From the first line to the last, give the records again exactly and skip the pictures.
Top of Material shown
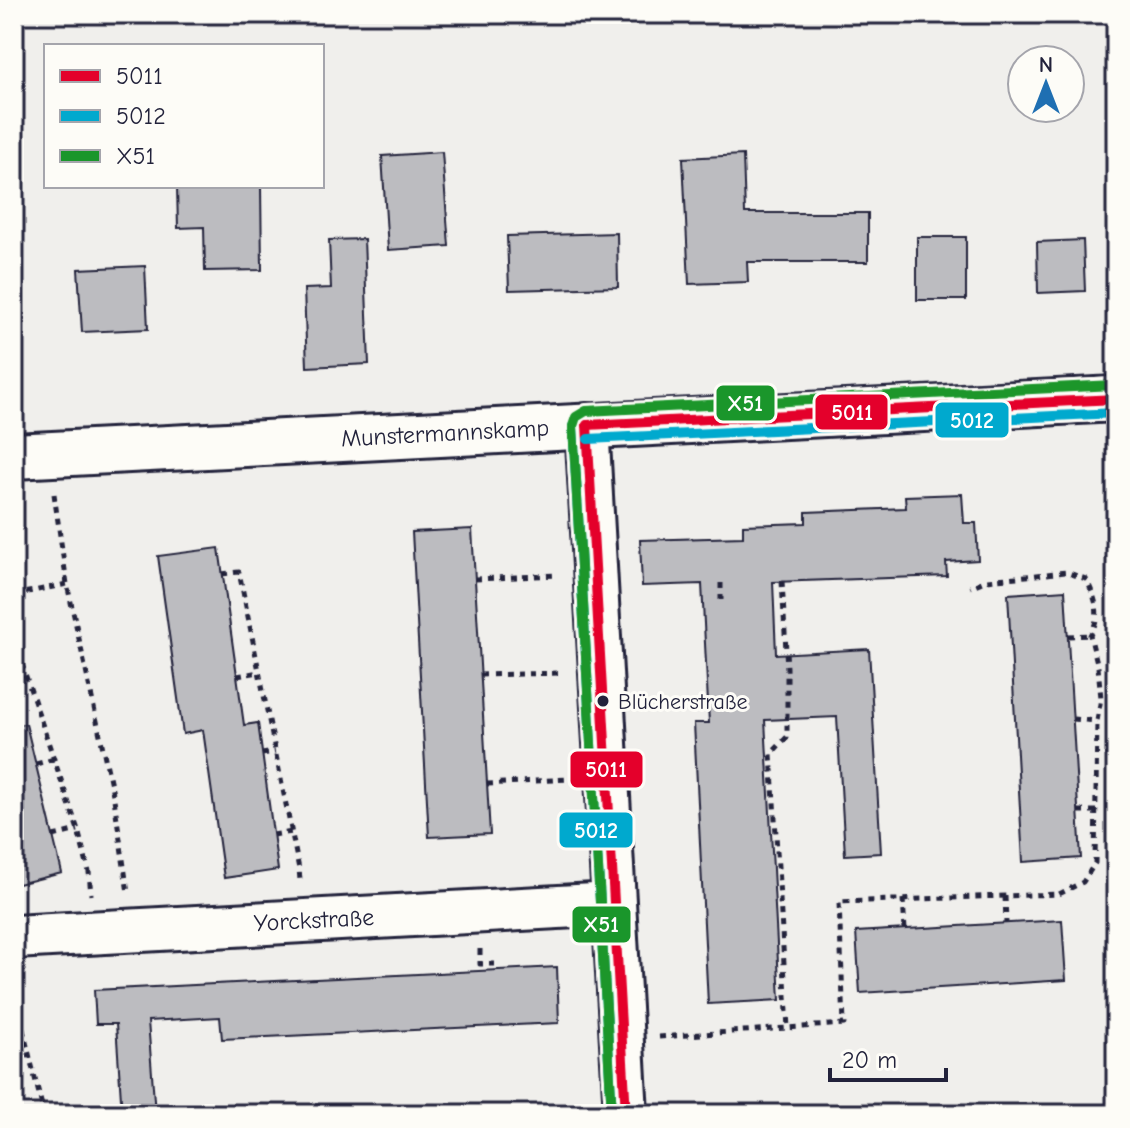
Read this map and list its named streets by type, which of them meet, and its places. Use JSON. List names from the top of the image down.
{
  "streets": {
    "street": ["Munstermannskamp", "Yorckstraße"]
  },
  "places": ["Blücherstraße"],
  "lines": ["transit line X51", "transit line 5011", "transit line 5012"],
  "legend": ["5011", "5012", "X51"],
  "scale_bar": "20 m",
  "north": "top"
}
Bottom of Material shown
Result for this exercise –
Read this map and list its named streets by type, which of them meet, and its places. Use JSON. List names from the top of the image down.
{
  "streets": {
    "street": ["Munstermannskamp", "Yorckstraße"]
  },
  "places": ["Blücherstraße"],
  "lines": ["transit line X51", "transit line 5011", "transit line 5012"],
  "legend": ["5011", "5012", "X51"],
  "scale_bar": "20 m",
  "north": "top"
}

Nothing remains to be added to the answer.